The task
Could you copy the records below exactly, leaving out any pictures?

⁂

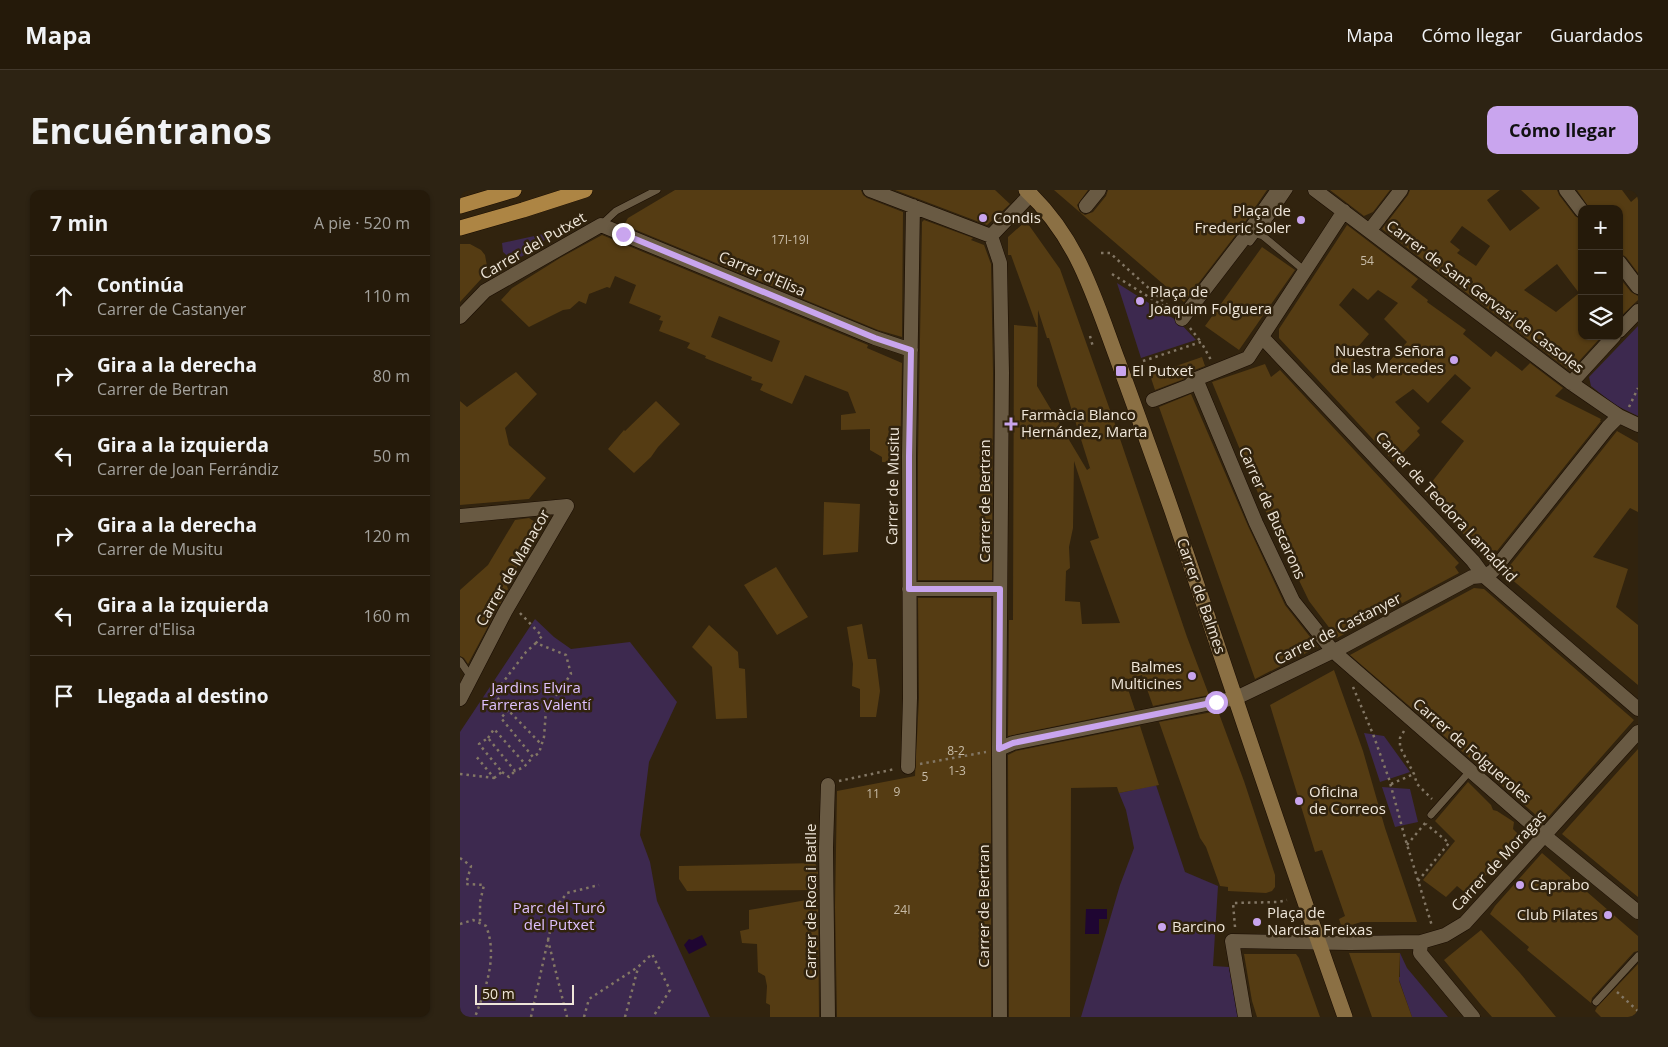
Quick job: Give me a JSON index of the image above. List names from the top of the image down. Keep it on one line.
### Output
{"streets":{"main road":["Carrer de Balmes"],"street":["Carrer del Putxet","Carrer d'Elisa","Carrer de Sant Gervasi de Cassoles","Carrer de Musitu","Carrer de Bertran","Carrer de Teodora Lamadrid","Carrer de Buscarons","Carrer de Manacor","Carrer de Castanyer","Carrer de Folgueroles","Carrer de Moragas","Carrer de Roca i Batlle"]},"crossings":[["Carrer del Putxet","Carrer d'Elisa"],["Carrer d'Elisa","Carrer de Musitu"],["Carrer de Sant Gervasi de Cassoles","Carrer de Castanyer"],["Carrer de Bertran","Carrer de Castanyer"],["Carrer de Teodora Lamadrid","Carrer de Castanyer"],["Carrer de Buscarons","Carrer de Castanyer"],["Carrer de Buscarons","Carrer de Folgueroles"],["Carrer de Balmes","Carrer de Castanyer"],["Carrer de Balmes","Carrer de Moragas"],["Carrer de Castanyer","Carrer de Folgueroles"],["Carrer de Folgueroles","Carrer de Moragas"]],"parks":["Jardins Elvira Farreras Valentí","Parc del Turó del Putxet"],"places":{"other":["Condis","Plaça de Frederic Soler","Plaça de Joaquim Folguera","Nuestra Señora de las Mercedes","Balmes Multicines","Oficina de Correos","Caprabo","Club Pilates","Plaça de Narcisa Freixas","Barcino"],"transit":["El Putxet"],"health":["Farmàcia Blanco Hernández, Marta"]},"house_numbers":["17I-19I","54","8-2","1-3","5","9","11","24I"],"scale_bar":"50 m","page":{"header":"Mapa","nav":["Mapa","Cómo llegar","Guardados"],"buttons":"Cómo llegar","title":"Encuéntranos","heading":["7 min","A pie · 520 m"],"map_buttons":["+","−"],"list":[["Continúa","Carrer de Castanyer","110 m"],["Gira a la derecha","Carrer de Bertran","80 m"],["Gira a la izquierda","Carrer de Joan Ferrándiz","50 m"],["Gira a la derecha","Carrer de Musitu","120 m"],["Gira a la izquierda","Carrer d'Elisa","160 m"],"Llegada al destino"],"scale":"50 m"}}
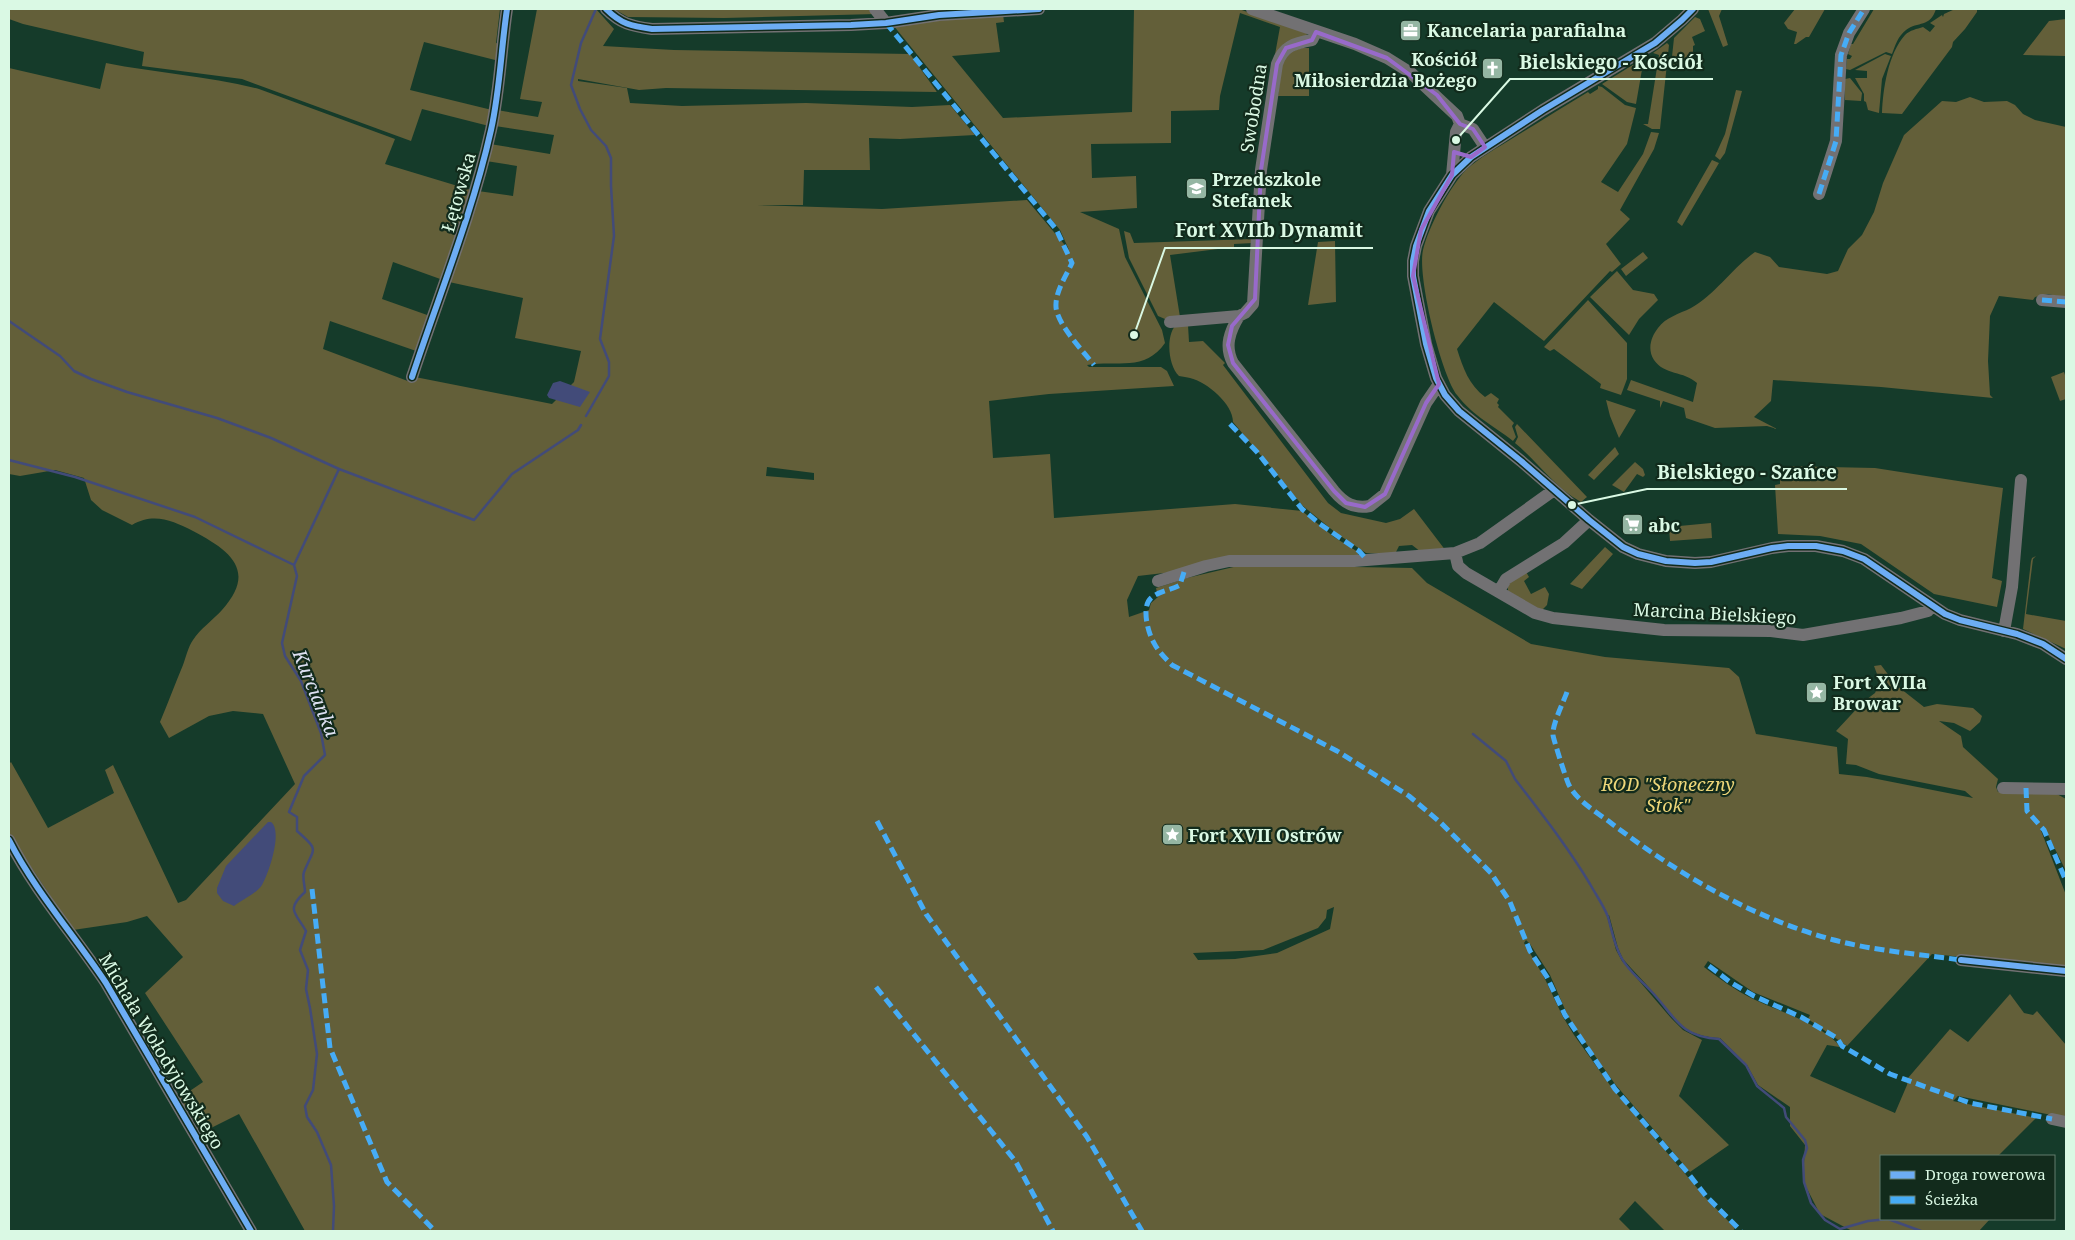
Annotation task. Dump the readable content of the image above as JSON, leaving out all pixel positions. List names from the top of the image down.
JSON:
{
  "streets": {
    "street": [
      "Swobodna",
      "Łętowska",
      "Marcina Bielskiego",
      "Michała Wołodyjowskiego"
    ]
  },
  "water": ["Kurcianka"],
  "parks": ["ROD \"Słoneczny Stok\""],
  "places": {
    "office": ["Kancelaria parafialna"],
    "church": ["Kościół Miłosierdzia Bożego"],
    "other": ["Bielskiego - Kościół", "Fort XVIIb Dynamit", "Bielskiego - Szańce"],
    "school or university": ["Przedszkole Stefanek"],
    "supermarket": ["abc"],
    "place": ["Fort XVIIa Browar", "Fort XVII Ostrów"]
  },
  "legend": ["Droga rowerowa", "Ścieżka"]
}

⁂

Written answer
Quick job: Give me a JSON index of the image above. List names from the top of the image down. Keep it on one line.
### Output
{"streets":{"main road":["Carrer de Balmes"],"street":["Carrer del Putxet","Carrer d'Elisa","Carrer de Sant Gervasi de Cassoles","Carrer de Musitu","Carrer de Bertran","Carrer de Teodora Lamadrid","Carrer de Buscarons","Carrer de Manacor","Carrer de Castanyer","Carrer de Folgueroles","Carrer de Moragas","Carrer de Roca i Batlle"]},"crossings":[["Carrer del Putxet","Carrer d'Elisa"],["Carrer d'Elisa","Carrer de Musitu"],["Carrer de Sant Gervasi de Cassoles","Carrer de Castanyer"],["Carrer de Bertran","Carrer de Castanyer"],["Carrer de Teodora Lamadrid","Carrer de Castanyer"],["Carrer de Buscarons","Carrer de Castanyer"],["Carrer de Buscarons","Carrer de Folgueroles"],["Carrer de Balmes","Carrer de Castanyer"],["Carrer de Balmes","Carrer de Moragas"],["Carrer de Castanyer","Carrer de Folgueroles"],["Carrer de Folgueroles","Carrer de Moragas"]],"parks":["Jardins Elvira Farreras Valentí","Parc del Turó del Putxet"],"places":{"other":["Condis","Plaça de Frederic Soler","Plaça de Joaquim Folguera","Nuestra Señora de las Mercedes","Balmes Multicines","Oficina de Correos","Caprabo","Club Pilates","Plaça de Narcisa Freixas","Barcino"],"transit":["El Putxet"],"health":["Farmàcia Blanco Hernández, Marta"]},"house_numbers":["17I-19I","54","8-2","1-3","5","9","11","24I"],"scale_bar":"50 m","page":{"header":"Mapa","nav":["Mapa","Cómo llegar","Guardados"],"buttons":"Cómo llegar","title":"Encuéntranos","heading":["7 min","A pie · 520 m"],"map_buttons":["+","−"],"list":[["Continúa","Carrer de Castanyer","110 m"],["Gira a la derecha","Carrer de Bertran","80 m"],["Gira a la izquierda","Carrer de Joan Ferrándiz","50 m"],["Gira a la derecha","Carrer de Musitu","120 m"],["Gira a la izquierda","Carrer d'Elisa","160 m"],"Llegada al destino"],"scale":"50 m"}}
Annotation task. Dump the readable content of the image above as JSON, leaving out all pixel positions. List names from the top of the image down.
JSON:
{
  "streets": {
    "street": [
      "Swobodna",
      "Łętowska",
      "Marcina Bielskiego",
      "Michała Wołodyjowskiego"
    ]
  },
  "water": ["Kurcianka"],
  "parks": ["ROD \"Słoneczny Stok\""],
  "places": {
    "office": ["Kancelaria parafialna"],
    "church": ["Kościół Miłosierdzia Bożego"],
    "other": ["Bielskiego - Kościół", "Fort XVIIb Dynamit", "Bielskiego - Szańce"],
    "school or university": ["Przedszkole Stefanek"],
    "supermarket": ["abc"],
    "place": ["Fort XVIIa Browar", "Fort XVII Ostrów"]
  },
  "legend": ["Droga rowerowa", "Ścieżka"]
}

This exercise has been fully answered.